Pull every line with "Telecom" from the data.

DATA RECORDS ▸
—————
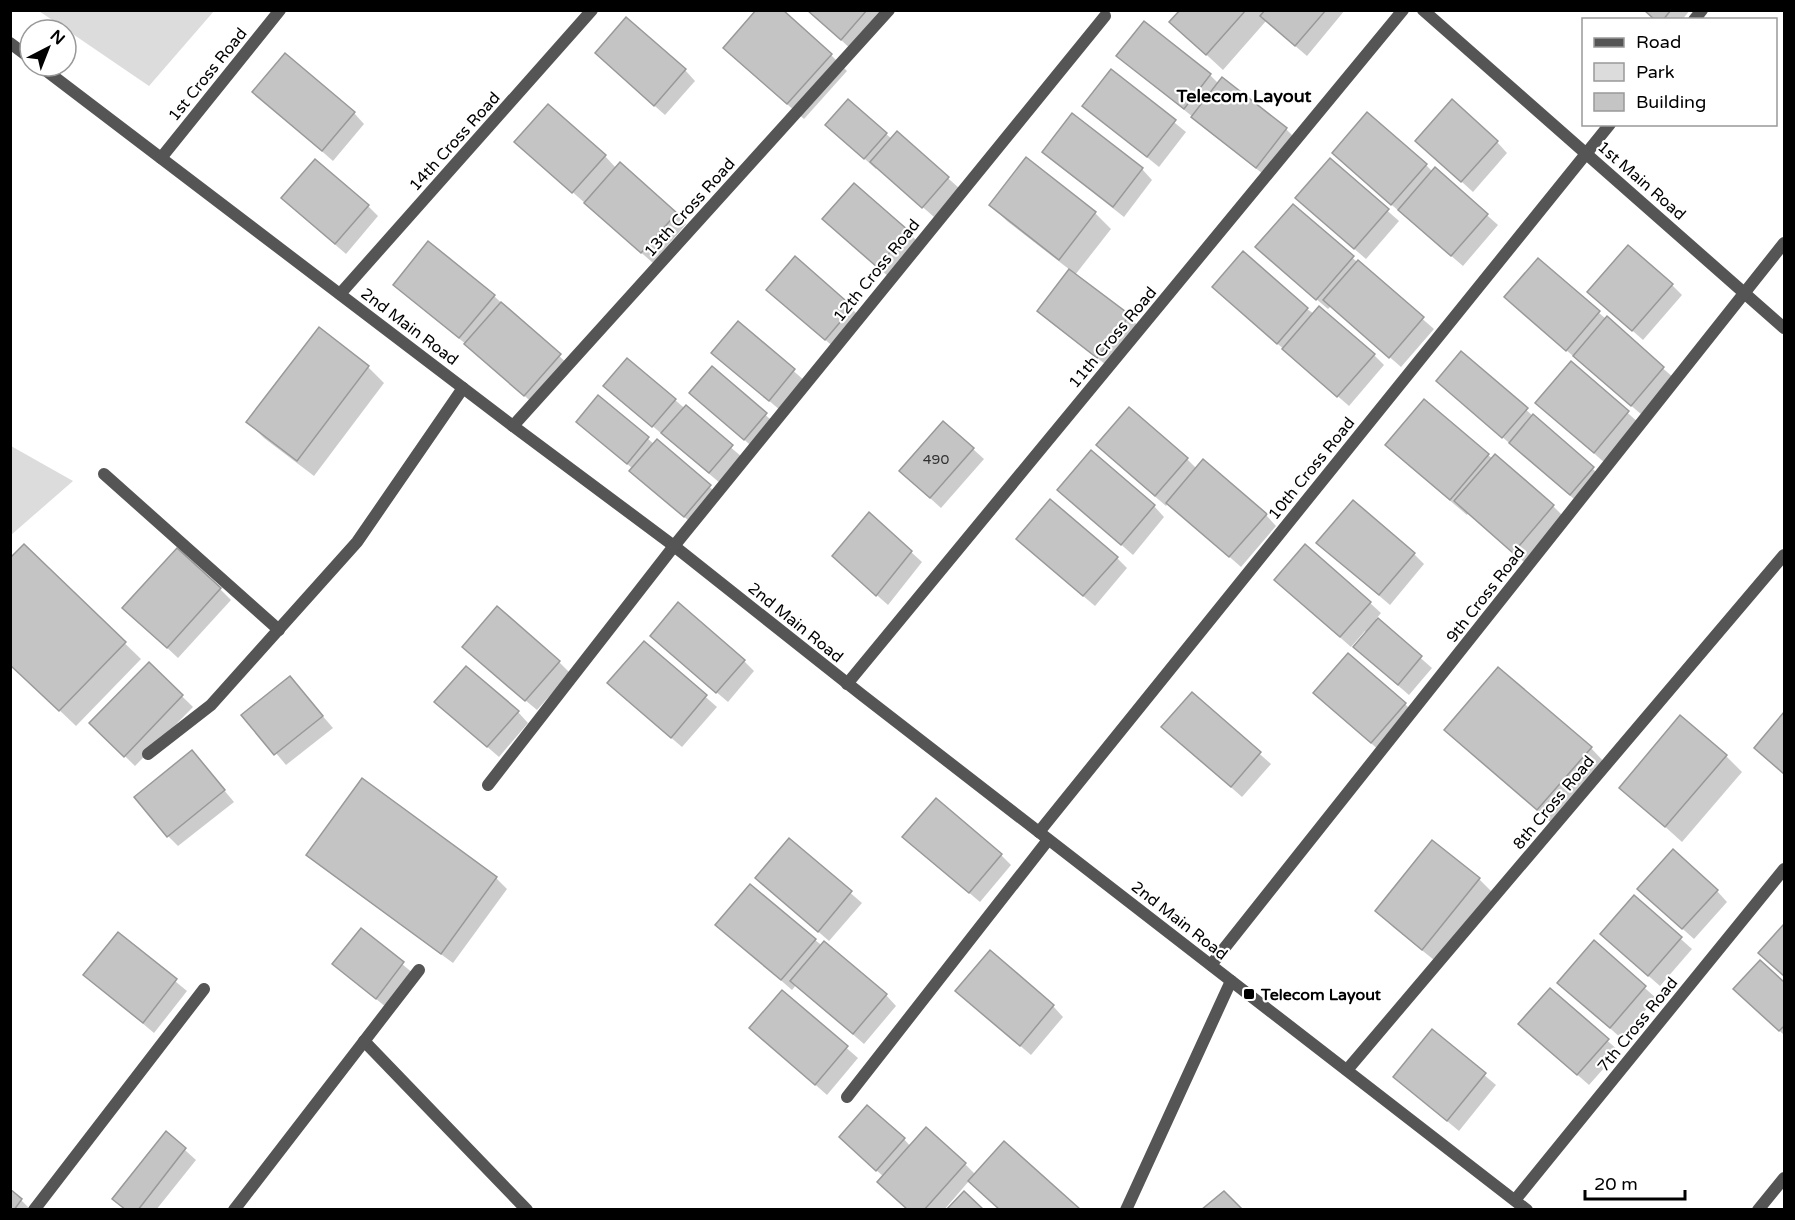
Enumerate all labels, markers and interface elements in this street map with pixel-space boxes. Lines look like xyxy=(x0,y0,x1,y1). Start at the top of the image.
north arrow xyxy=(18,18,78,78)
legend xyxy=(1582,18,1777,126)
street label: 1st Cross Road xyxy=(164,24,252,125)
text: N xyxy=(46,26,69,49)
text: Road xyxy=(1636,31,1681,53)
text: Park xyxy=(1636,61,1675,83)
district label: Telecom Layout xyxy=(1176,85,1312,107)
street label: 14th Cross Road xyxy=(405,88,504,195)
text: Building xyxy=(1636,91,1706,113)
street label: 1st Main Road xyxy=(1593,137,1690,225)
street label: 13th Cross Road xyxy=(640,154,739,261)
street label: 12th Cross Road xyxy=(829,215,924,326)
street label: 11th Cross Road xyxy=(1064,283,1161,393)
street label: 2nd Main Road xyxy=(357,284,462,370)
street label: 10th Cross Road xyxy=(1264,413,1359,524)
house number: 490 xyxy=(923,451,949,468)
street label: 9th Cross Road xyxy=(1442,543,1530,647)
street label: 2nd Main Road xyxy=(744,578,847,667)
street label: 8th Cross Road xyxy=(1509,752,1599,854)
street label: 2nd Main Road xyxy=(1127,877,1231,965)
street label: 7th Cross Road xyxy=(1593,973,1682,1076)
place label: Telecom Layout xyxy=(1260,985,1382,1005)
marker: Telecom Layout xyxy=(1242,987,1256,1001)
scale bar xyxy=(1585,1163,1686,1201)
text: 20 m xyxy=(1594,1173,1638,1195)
—————
REPLY ▸
district label: Telecom Layout xyxy=(1176,85,1312,107)
place label: Telecom Layout xyxy=(1260,985,1382,1005)
marker: Telecom Layout xyxy=(1242,987,1256,1001)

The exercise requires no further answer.